■ **TASK DETAILS**
Nothing but the lines from the first line of the entries through the line with "Summarize the content" should appear in the answer, transcribed exactly and free of pictures.

■ **TASK DATA**
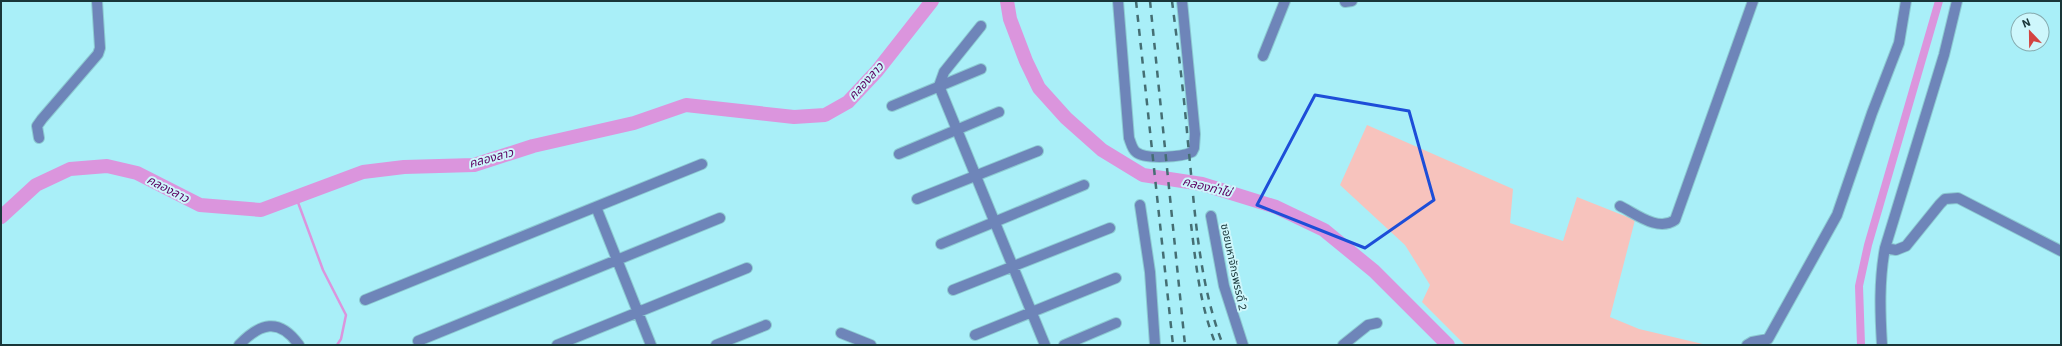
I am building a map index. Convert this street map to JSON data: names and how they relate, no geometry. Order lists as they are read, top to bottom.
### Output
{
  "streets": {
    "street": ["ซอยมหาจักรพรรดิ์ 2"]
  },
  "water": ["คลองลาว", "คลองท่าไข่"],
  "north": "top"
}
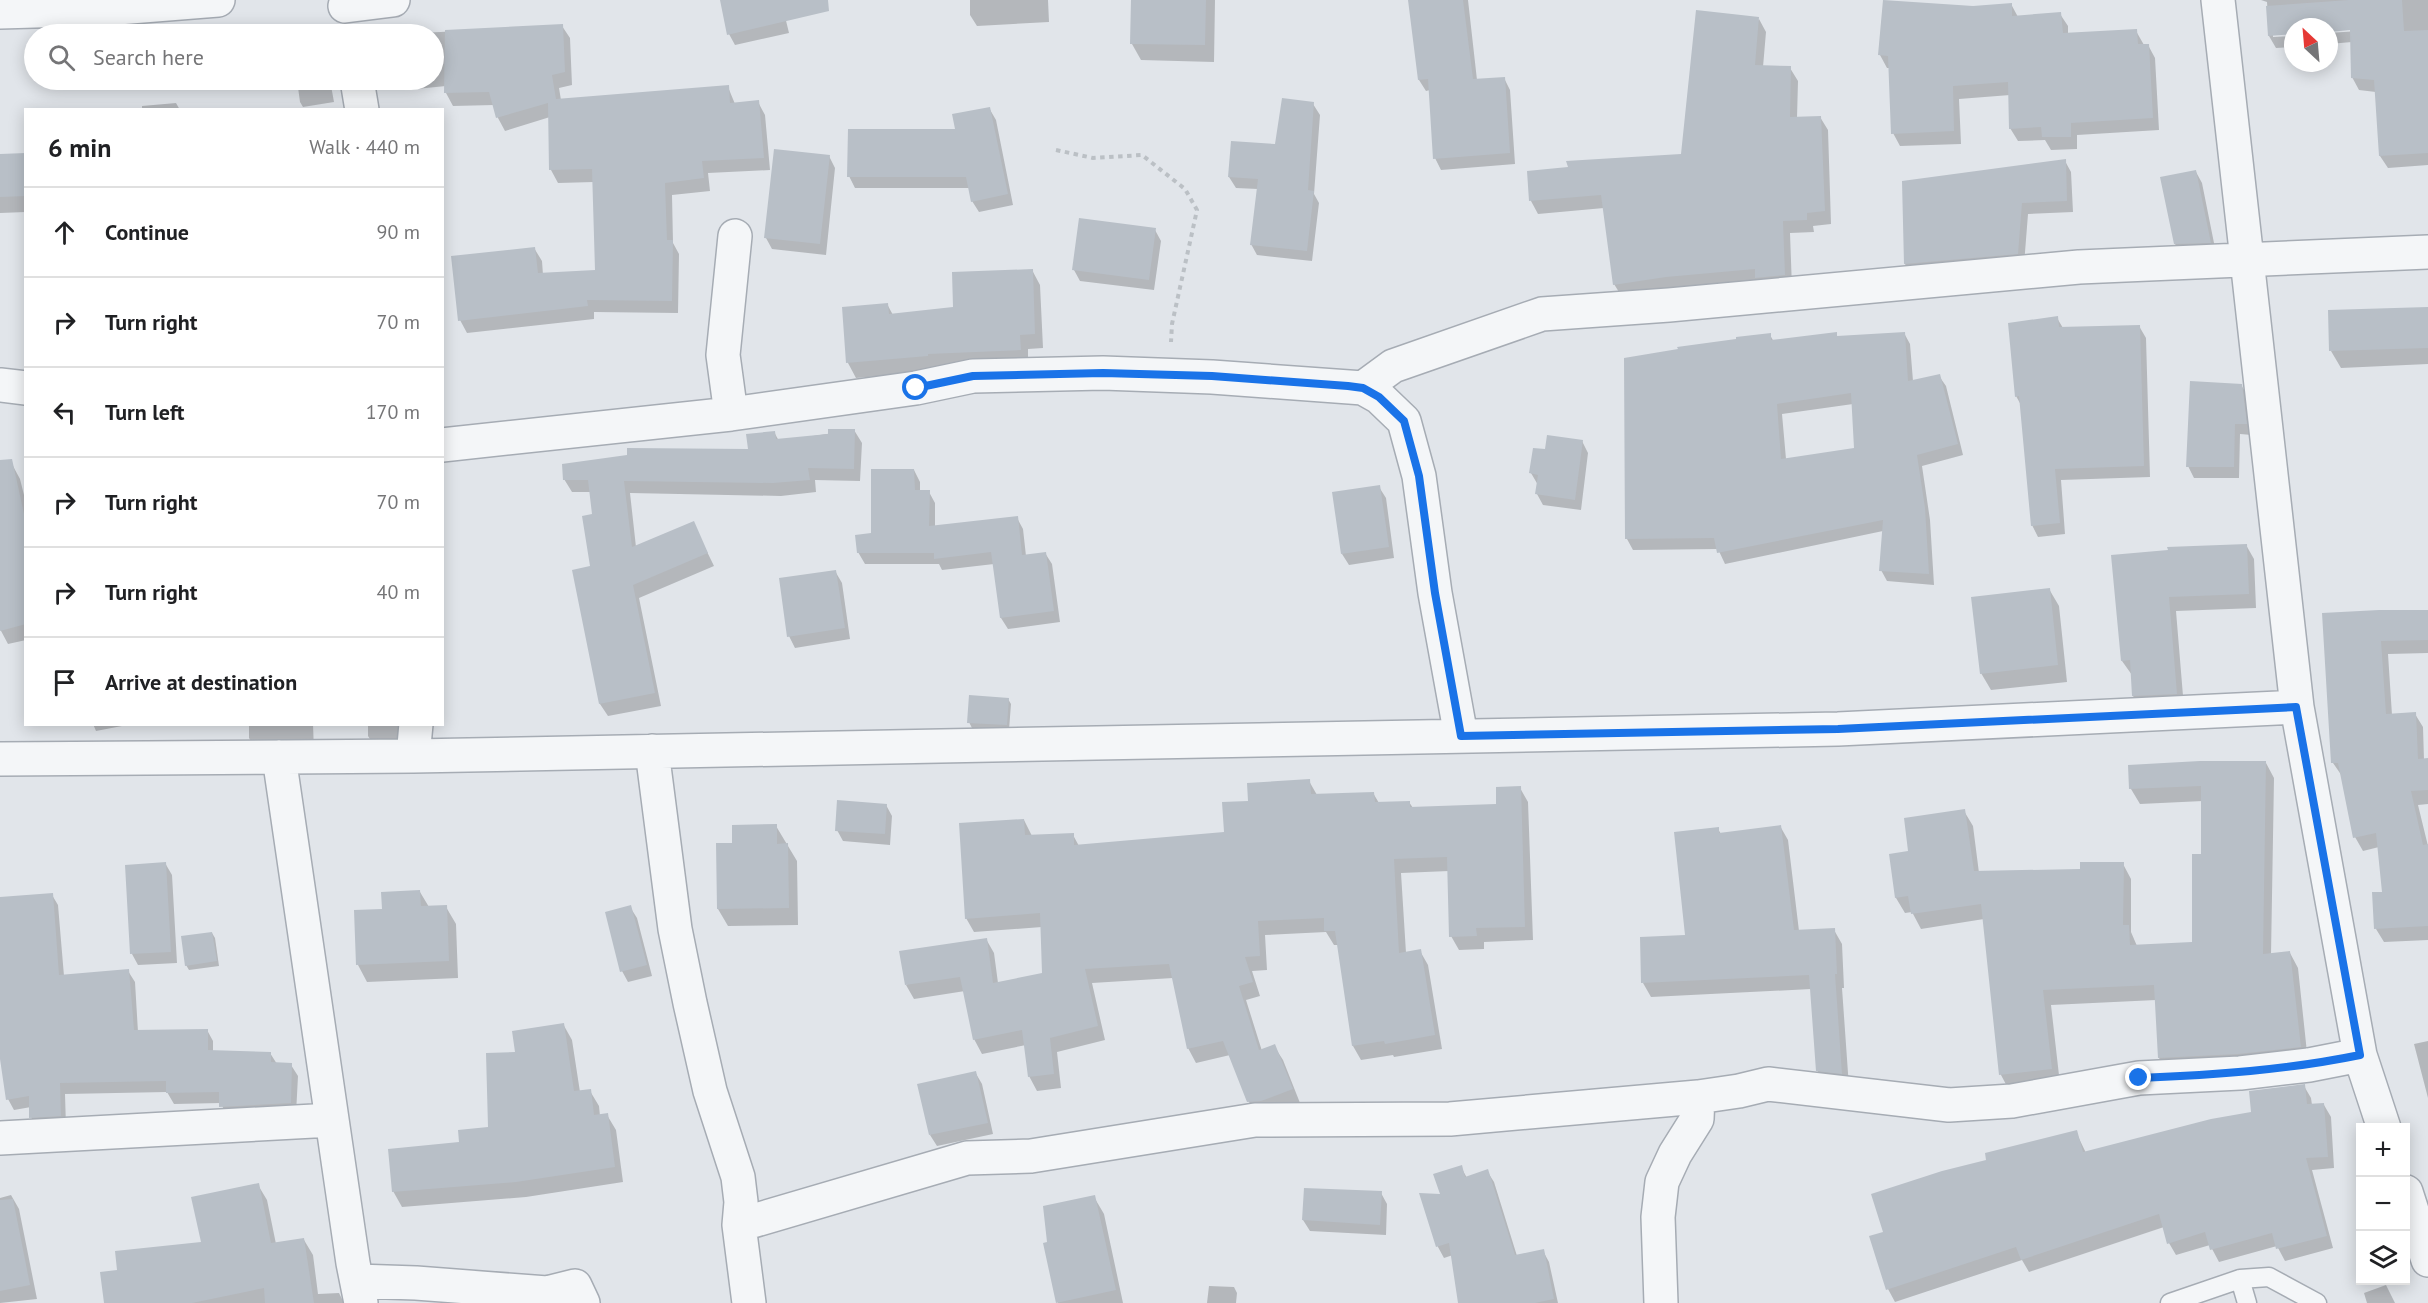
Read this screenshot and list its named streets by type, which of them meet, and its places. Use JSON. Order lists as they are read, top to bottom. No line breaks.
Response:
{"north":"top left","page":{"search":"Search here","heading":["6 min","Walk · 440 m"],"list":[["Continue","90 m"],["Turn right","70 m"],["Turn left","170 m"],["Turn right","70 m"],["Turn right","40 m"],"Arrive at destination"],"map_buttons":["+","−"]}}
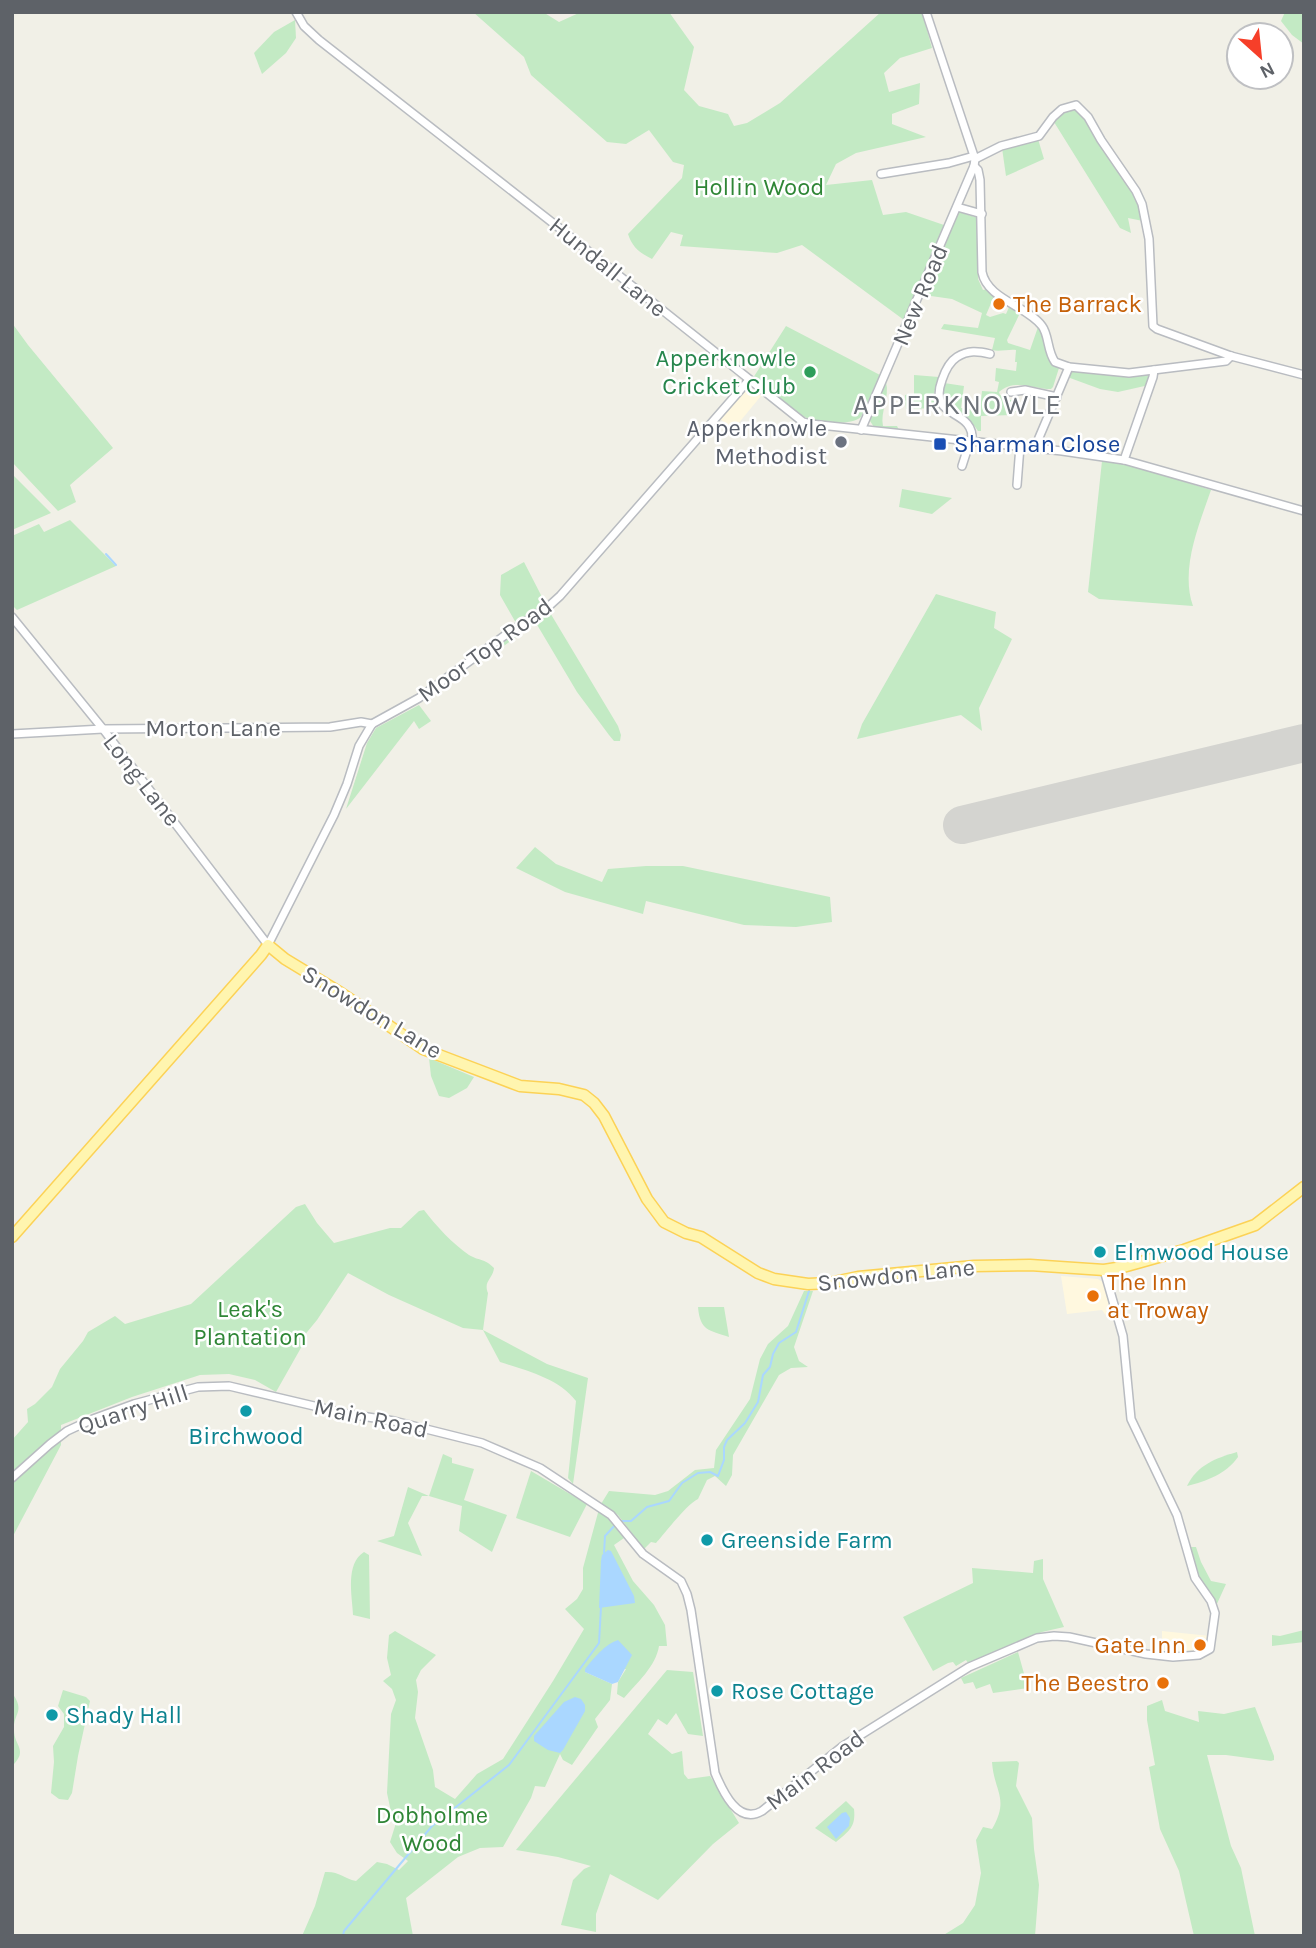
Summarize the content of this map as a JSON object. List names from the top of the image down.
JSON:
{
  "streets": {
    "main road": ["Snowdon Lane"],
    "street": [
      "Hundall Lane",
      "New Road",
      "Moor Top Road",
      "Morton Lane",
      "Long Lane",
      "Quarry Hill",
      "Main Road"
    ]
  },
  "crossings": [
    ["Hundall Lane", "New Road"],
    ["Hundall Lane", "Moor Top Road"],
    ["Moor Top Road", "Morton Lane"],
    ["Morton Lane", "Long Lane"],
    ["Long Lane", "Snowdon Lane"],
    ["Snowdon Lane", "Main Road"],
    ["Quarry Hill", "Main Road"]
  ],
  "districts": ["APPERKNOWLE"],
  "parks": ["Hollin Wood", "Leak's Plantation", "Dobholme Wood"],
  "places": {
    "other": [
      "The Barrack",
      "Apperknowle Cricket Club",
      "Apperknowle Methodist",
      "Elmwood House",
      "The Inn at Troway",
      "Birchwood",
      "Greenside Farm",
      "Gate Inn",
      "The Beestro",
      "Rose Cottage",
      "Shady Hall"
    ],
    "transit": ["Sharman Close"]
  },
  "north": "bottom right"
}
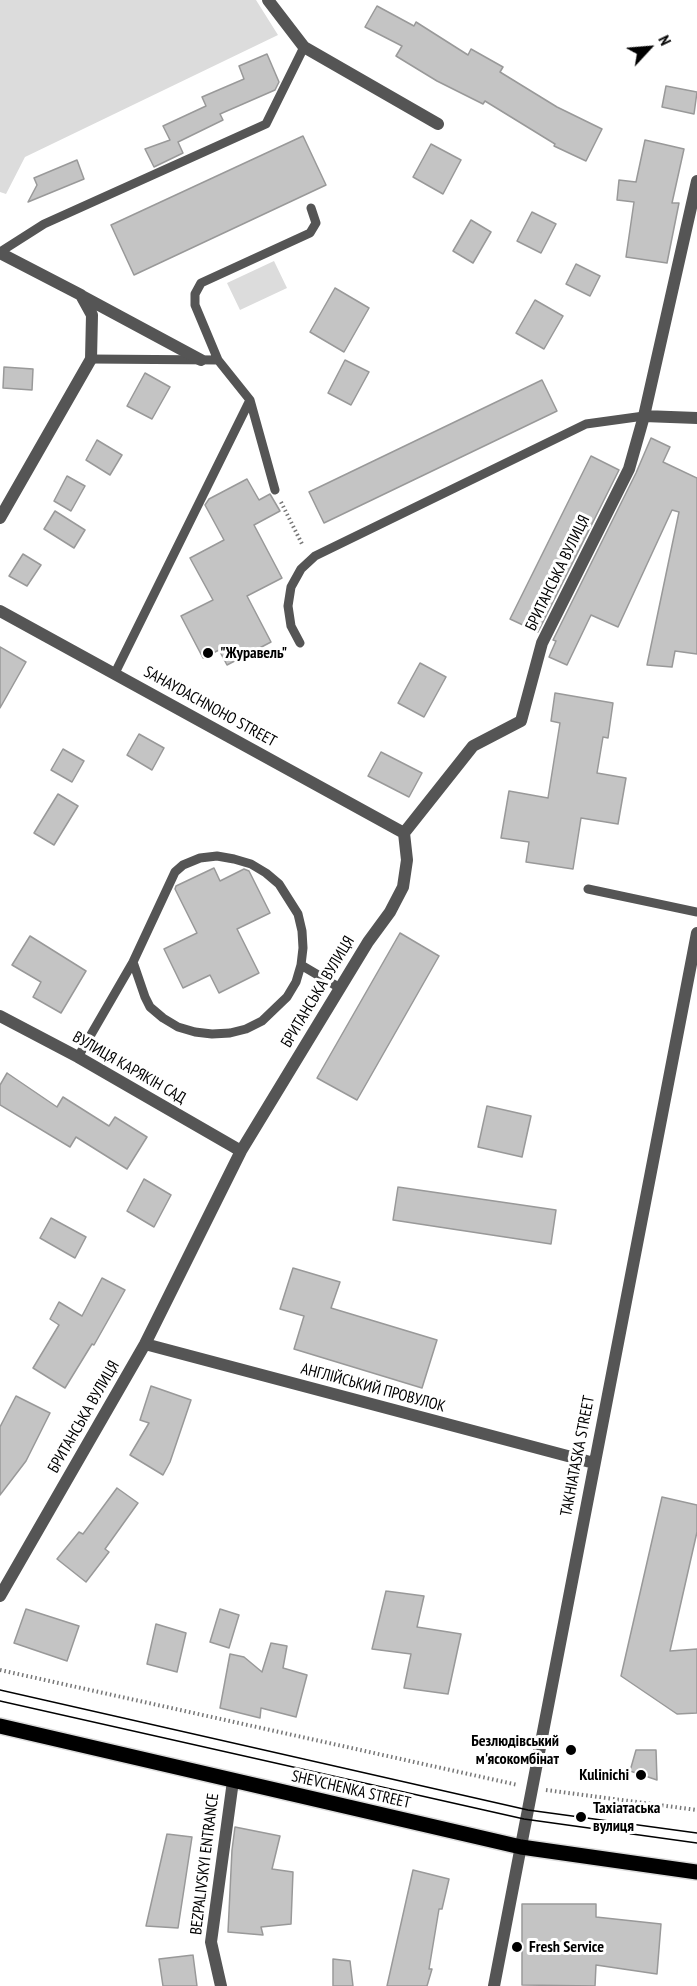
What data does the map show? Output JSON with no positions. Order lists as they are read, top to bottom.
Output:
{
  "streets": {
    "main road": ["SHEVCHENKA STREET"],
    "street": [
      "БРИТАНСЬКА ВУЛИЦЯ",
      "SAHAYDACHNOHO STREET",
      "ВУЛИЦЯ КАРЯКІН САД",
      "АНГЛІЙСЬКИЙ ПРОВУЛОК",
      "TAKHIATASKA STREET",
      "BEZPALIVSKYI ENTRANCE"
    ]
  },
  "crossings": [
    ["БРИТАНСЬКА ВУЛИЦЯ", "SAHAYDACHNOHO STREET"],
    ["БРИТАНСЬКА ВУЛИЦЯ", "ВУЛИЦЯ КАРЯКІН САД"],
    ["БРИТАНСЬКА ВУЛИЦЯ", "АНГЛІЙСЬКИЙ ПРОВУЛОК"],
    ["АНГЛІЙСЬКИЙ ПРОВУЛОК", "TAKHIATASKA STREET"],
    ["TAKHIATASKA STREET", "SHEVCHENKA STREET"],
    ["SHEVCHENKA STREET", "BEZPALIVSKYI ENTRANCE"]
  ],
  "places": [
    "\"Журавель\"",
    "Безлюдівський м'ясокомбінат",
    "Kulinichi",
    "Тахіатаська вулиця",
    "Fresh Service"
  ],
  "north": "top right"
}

■ **EXERCISE SOLUTION**
I am building a map index. Convert this street map to JSON data: names and how they relate, no geometry. Order lists as they are read, top to bottom.
### Output
{
  "streets": {
    "street": ["ซอยมหาจักรพรรดิ์ 2"]
  },
  "water": ["คลองลาว", "คลองท่าไข่"],
  "north": "top"
}
Read this screenshot and list its named streets by type, which of them meet, and its places. Use JSON. Order lists as they are read, top to bottom. No line breaks.
Response:
{"north":"top left","page":{"search":"Search here","heading":["6 min","Walk · 440 m"],"list":[["Continue","90 m"],["Turn right","70 m"],["Turn left","170 m"],["Turn right","70 m"],["Turn right","40 m"],"Arrive at destination"],"map_buttons":["+","−"]}}
Summarize the content of this map as a JSON object. List names from the top of the image down.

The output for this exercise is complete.